§ TASK INPUTS
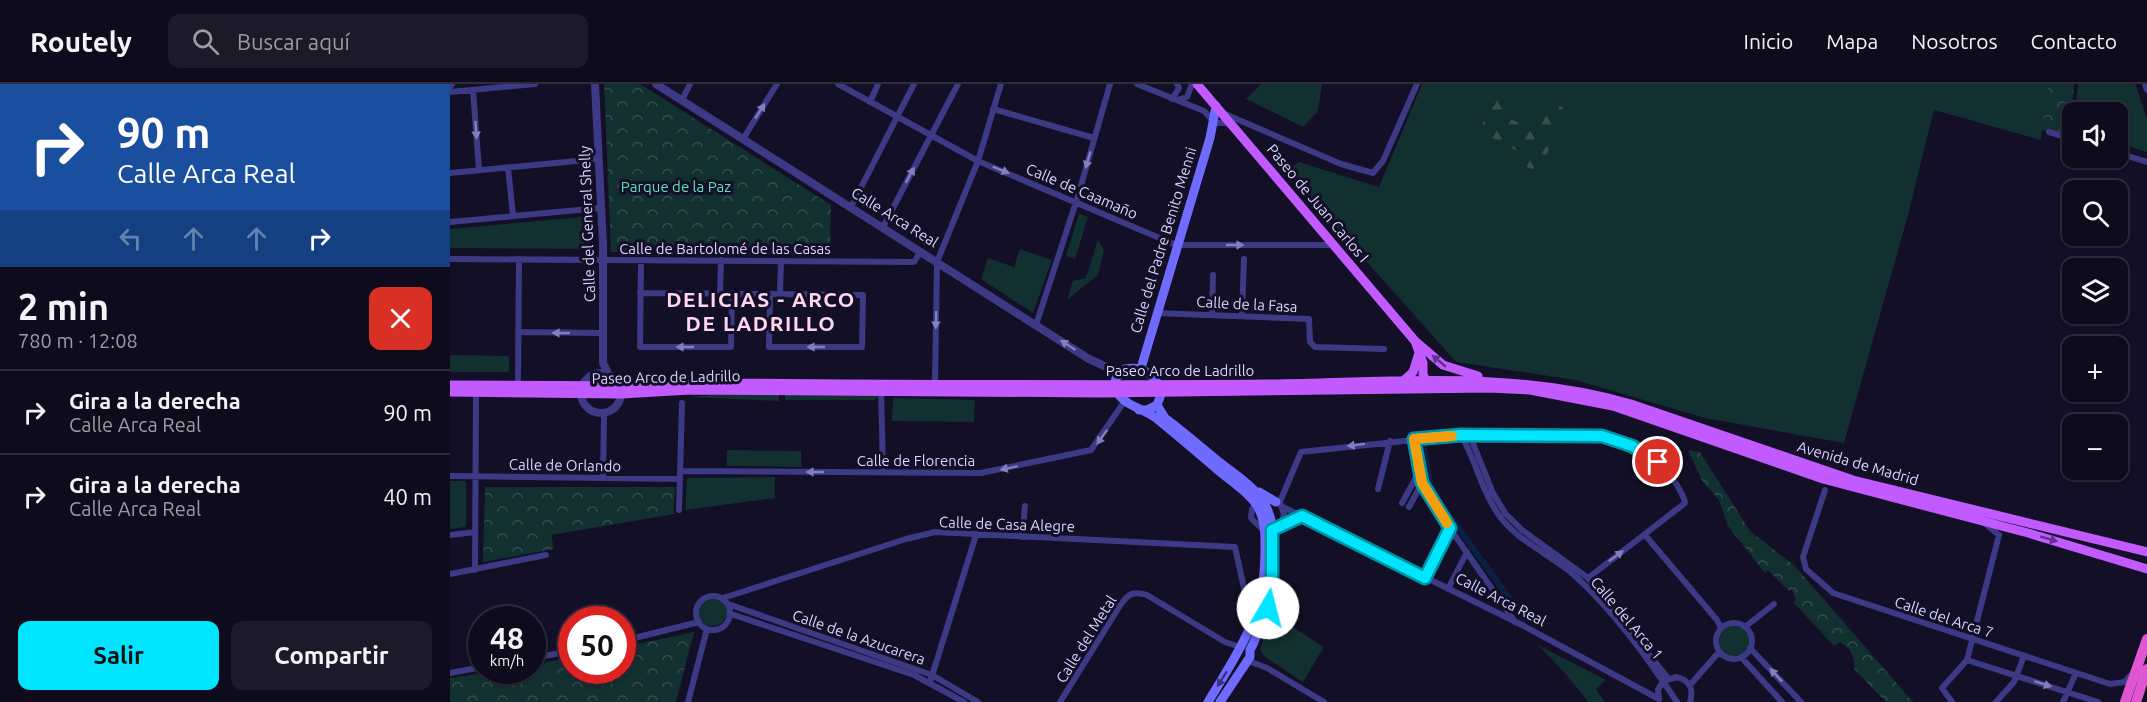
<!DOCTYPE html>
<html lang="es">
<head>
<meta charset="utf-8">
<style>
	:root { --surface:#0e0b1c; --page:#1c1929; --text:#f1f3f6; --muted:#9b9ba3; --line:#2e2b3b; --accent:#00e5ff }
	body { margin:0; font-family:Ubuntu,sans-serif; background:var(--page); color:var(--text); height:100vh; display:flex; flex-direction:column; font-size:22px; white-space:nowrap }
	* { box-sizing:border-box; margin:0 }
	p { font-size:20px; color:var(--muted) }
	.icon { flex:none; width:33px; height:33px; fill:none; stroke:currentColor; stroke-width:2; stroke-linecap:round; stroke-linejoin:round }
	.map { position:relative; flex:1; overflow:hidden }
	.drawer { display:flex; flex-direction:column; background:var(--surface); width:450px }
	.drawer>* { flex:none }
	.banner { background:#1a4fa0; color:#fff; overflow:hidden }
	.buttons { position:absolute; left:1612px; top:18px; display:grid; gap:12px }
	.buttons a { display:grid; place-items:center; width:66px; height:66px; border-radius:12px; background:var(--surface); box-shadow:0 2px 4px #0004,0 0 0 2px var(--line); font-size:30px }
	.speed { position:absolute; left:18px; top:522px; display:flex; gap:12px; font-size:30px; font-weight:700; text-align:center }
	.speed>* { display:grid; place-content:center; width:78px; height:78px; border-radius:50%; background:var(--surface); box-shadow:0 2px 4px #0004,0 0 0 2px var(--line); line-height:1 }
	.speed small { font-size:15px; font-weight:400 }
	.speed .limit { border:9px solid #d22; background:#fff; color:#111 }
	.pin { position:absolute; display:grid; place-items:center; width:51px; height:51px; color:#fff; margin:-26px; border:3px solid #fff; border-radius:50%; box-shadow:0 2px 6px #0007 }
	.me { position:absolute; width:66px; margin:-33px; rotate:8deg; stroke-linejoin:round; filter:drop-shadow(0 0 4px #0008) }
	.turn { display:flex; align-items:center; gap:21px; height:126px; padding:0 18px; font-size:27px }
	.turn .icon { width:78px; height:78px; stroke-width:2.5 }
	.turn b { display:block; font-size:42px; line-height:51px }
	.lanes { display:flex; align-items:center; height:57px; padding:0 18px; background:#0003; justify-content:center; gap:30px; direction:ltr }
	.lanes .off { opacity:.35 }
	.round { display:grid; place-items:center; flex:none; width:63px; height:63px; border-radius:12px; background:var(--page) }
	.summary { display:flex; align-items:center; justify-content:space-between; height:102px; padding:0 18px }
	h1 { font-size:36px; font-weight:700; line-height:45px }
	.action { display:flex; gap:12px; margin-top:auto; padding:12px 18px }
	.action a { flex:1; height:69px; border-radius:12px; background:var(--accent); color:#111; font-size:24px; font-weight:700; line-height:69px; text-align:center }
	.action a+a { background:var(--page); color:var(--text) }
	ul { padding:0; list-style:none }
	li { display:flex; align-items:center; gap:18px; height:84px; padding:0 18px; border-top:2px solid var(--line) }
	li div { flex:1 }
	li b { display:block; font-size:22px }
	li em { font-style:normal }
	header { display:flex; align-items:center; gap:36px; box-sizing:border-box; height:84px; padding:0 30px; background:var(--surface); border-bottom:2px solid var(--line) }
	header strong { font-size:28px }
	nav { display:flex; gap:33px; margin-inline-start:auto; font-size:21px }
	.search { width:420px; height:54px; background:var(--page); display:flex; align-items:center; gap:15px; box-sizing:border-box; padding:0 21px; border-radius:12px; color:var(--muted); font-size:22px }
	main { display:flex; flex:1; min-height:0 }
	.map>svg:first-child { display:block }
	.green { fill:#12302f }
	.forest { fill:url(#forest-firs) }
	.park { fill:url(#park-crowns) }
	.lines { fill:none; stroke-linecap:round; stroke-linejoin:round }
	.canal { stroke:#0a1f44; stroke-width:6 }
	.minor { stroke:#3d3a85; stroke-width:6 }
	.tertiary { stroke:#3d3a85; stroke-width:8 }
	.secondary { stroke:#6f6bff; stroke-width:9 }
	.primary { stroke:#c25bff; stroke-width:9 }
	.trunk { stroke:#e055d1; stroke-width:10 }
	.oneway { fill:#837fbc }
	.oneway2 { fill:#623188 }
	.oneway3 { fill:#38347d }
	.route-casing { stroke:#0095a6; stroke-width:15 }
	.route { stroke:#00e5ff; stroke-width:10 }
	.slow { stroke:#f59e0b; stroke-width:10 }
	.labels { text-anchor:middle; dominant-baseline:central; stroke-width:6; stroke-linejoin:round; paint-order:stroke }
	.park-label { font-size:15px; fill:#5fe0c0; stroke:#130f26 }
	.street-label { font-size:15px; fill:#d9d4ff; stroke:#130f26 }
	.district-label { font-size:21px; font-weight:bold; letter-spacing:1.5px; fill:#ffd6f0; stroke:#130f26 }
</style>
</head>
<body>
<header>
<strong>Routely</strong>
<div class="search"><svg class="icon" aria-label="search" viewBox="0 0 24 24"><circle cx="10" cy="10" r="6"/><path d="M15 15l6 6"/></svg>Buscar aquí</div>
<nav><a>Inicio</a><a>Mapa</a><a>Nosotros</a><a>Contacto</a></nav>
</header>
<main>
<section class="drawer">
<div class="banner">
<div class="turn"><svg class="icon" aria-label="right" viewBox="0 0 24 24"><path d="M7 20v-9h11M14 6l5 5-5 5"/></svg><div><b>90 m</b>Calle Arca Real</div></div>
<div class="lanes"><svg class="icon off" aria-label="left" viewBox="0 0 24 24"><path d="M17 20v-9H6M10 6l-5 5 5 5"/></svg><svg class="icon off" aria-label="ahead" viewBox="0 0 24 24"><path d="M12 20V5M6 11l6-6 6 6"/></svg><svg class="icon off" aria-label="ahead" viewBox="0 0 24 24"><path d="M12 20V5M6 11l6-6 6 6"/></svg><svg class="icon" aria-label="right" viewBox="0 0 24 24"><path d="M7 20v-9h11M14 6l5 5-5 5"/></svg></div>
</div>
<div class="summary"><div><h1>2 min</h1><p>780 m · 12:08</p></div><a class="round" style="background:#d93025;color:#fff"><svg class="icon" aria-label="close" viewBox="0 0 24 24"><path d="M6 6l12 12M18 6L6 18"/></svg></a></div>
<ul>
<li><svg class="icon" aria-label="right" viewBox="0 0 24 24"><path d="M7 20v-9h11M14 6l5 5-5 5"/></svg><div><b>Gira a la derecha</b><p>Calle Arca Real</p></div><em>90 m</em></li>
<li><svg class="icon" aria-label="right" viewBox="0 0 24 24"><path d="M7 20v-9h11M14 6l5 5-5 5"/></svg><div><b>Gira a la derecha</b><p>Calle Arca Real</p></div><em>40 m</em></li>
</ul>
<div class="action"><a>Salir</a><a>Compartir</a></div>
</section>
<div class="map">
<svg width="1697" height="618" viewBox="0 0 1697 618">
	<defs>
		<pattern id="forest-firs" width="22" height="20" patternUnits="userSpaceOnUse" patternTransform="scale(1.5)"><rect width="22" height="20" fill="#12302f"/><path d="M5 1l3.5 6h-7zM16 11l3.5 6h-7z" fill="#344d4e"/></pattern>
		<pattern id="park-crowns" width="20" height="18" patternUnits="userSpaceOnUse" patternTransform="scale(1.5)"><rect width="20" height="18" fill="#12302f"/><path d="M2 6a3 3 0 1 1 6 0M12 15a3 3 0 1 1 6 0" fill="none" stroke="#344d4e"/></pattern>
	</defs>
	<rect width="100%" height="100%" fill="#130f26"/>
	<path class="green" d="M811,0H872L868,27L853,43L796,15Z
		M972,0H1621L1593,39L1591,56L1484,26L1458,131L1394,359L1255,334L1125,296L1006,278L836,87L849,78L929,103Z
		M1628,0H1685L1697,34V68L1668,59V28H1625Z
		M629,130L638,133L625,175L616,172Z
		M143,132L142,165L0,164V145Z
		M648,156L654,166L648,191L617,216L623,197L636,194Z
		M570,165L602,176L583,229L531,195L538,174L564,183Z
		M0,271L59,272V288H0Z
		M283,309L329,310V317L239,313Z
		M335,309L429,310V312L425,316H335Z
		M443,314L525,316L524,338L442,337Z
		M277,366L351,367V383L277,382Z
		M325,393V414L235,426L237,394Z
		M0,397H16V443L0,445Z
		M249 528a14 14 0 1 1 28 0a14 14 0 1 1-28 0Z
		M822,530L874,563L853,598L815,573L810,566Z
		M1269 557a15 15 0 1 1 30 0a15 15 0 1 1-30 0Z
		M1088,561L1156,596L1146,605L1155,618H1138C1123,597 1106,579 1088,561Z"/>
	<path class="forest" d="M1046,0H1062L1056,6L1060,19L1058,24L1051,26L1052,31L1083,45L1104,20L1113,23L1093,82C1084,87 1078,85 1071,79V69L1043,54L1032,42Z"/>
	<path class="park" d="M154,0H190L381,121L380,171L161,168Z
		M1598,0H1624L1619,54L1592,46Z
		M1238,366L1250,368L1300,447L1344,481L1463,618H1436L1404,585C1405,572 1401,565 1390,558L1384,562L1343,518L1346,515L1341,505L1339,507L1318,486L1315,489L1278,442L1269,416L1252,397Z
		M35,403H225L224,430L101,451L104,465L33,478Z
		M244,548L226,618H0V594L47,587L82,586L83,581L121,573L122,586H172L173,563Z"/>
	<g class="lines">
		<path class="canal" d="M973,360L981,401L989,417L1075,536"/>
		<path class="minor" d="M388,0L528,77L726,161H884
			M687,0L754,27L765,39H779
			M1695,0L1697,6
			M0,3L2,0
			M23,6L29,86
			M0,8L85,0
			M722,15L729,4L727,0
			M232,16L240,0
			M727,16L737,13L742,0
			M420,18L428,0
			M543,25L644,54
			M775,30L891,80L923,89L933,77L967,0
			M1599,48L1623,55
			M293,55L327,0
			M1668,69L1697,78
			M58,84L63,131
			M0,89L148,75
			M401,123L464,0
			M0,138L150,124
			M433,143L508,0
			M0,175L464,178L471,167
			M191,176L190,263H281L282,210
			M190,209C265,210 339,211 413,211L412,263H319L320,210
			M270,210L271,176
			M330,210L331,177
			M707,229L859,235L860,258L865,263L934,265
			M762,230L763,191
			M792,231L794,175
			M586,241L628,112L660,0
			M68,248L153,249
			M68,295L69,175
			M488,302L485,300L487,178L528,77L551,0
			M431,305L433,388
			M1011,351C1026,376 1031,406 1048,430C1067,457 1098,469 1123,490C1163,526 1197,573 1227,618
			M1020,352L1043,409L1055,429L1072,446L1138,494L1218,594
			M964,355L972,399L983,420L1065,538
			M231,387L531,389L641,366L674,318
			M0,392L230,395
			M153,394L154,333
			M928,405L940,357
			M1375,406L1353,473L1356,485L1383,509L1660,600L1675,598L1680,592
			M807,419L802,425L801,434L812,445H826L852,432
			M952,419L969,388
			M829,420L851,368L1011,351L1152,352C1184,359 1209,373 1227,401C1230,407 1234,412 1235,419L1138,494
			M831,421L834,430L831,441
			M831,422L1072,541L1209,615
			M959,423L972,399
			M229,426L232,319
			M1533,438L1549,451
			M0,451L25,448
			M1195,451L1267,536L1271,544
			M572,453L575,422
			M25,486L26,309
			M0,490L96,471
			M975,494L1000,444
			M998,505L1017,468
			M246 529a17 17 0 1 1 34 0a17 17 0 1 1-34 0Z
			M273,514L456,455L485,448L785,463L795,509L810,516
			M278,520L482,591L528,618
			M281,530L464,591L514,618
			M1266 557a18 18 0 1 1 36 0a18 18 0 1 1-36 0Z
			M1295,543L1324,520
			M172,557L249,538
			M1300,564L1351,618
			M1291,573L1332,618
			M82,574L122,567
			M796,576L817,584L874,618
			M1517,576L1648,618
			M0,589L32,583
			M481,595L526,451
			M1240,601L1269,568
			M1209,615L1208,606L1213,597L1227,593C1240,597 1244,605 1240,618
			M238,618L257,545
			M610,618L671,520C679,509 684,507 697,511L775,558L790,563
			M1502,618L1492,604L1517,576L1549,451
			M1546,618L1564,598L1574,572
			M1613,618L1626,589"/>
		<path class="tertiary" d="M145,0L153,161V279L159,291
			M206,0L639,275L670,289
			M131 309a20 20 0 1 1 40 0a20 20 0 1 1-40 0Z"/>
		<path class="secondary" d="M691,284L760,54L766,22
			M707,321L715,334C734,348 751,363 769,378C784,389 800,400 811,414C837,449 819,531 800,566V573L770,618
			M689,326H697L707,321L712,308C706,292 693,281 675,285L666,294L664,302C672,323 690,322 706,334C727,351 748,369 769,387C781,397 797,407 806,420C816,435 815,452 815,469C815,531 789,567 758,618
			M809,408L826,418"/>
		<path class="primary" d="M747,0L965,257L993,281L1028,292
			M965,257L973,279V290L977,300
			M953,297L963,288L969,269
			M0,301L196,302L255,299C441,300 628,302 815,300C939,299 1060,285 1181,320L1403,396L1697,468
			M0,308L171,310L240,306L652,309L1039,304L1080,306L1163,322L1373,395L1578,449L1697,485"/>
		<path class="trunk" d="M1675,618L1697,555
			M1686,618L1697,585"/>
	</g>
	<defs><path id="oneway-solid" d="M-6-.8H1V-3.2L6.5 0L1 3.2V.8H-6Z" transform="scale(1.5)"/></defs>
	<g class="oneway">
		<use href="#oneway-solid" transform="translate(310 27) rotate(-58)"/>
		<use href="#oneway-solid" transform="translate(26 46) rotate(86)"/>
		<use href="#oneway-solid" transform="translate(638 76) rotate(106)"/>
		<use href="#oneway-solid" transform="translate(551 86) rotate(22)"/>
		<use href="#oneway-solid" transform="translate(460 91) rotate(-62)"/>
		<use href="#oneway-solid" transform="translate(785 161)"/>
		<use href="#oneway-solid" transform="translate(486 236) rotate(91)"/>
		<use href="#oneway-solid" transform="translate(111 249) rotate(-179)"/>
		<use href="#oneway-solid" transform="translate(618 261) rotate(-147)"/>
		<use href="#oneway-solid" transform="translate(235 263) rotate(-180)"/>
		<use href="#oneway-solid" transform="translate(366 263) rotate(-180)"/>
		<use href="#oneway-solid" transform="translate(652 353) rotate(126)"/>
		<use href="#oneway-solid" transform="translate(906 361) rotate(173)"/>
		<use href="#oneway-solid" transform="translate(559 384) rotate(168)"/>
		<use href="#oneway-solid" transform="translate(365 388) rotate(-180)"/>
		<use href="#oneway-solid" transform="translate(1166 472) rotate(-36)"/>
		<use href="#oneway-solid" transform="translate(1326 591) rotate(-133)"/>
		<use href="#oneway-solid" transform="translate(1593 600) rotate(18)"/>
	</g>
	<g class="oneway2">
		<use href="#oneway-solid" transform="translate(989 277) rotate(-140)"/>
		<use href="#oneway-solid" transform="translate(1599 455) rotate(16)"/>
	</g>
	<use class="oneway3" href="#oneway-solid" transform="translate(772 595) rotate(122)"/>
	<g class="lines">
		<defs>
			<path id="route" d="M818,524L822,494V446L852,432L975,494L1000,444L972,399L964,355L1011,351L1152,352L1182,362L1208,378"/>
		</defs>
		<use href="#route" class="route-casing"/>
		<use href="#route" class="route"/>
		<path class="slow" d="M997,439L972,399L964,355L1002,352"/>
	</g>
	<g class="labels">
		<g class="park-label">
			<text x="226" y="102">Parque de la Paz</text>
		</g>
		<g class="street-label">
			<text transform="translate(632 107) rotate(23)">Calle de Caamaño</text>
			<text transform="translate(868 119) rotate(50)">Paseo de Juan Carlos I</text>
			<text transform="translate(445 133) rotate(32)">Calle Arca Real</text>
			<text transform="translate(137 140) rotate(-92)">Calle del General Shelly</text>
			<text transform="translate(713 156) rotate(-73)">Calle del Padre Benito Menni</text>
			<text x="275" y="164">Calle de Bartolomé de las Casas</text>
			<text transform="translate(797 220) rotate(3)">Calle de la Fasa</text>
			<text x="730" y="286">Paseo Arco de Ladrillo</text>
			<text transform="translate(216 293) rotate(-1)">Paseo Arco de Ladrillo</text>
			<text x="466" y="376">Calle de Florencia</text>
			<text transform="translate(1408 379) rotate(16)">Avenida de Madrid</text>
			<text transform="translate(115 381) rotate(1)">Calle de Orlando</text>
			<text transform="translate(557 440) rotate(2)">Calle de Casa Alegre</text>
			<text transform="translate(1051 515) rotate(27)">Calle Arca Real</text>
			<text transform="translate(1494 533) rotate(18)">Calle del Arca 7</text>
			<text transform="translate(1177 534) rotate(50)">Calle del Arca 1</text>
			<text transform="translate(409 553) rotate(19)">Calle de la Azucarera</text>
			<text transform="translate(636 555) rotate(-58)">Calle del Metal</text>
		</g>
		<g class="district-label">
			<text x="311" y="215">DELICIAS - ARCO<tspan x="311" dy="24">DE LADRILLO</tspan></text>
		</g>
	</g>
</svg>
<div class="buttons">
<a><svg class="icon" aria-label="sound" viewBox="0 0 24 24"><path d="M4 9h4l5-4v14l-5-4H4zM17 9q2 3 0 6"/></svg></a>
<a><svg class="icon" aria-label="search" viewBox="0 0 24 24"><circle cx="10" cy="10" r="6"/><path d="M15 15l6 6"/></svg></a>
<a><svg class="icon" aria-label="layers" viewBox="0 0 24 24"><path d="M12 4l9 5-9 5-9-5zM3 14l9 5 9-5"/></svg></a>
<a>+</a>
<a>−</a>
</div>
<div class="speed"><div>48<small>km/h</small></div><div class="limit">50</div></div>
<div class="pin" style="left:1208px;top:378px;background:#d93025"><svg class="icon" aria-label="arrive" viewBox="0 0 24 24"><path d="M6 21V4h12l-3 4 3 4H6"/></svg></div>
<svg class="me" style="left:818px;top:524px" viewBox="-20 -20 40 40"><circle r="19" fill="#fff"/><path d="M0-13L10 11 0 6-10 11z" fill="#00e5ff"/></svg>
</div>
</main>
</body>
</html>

§ THE TASK
For this task, write out exactly the lines of the entries above, starting at the line with "fill:none; stroke-linecap:round; stroke-linejoin:round" and ending at the line with "20v-9H6M10 6l-5 5", both included, and no others.

§ ANSWER AREA
	.lines { fill:none; stroke-linecap:round; stroke-linejoin:round }
	.canal { stroke:#0a1f44; stroke-width:6 }
	.minor { stroke:#3d3a85; stroke-width:6 }
	.tertiary { stroke:#3d3a85; stroke-width:8 }
	.secondary { stroke:#6f6bff; stroke-width:9 }
	.primary { stroke:#c25bff; stroke-width:9 }
	.trunk { stroke:#e055d1; stroke-width:10 }
	.oneway { fill:#837fbc }
	.oneway2 { fill:#623188 }
	.oneway3 { fill:#38347d }
	.route-casing { stroke:#0095a6; stroke-width:15 }
	.route { stroke:#00e5ff; stroke-width:10 }
	.slow { stroke:#f59e0b; stroke-width:10 }
	.labels { text-anchor:middle; dominant-baseline:central; stroke-width:6; stroke-linejoin:round; paint-order:stroke }
	.park-label { font-size:15px; fill:#5fe0c0; stroke:#130f26 }
	.street-label { font-size:15px; fill:#d9d4ff; stroke:#130f26 }
	.district-label { font-size:21px; font-weight:bold; letter-spacing:1.5px; fill:#ffd6f0; stroke:#130f26 }
</style>
</head>
<body>
<header>
<strong>Routely</strong>
<div class="search"><svg class="icon" aria-label="search" viewBox="0 0 24 24"><circle cx="10" cy="10" r="6"/><path d="M15 15l6 6"/></svg>Buscar aquí</div>
<nav><a>Inicio</a><a>Mapa</a><a>Nosotros</a><a>Contacto</a></nav>
</header>
<main>
<section class="drawer">
<div class="banner">
<div class="turn"><svg class="icon" aria-label="right" viewBox="0 0 24 24"><path d="M7 20v-9h11M14 6l5 5-5 5"/></svg><div><b>90 m</b>Calle Arca Real</div></div>
<div class="lanes"><svg class="icon off" aria-label="left" viewBox="0 0 24 24"><path d="M17 20v-9H6M10 6l-5 5 5 5"/></svg><svg class="icon off" aria-label="ahead" viewBox="0 0 24 24"><path d="M12 20V5M6 11l6-6 6 6"/></svg><svg class="icon off" aria-label="ahead" viewBox="0 0 24 24"><path d="M12 20V5M6 11l6-6 6 6"/></svg><svg class="icon" aria-label="right" viewBox="0 0 24 24"><path d="M7 20v-9h11M14 6l5 5-5 5"/></svg></div>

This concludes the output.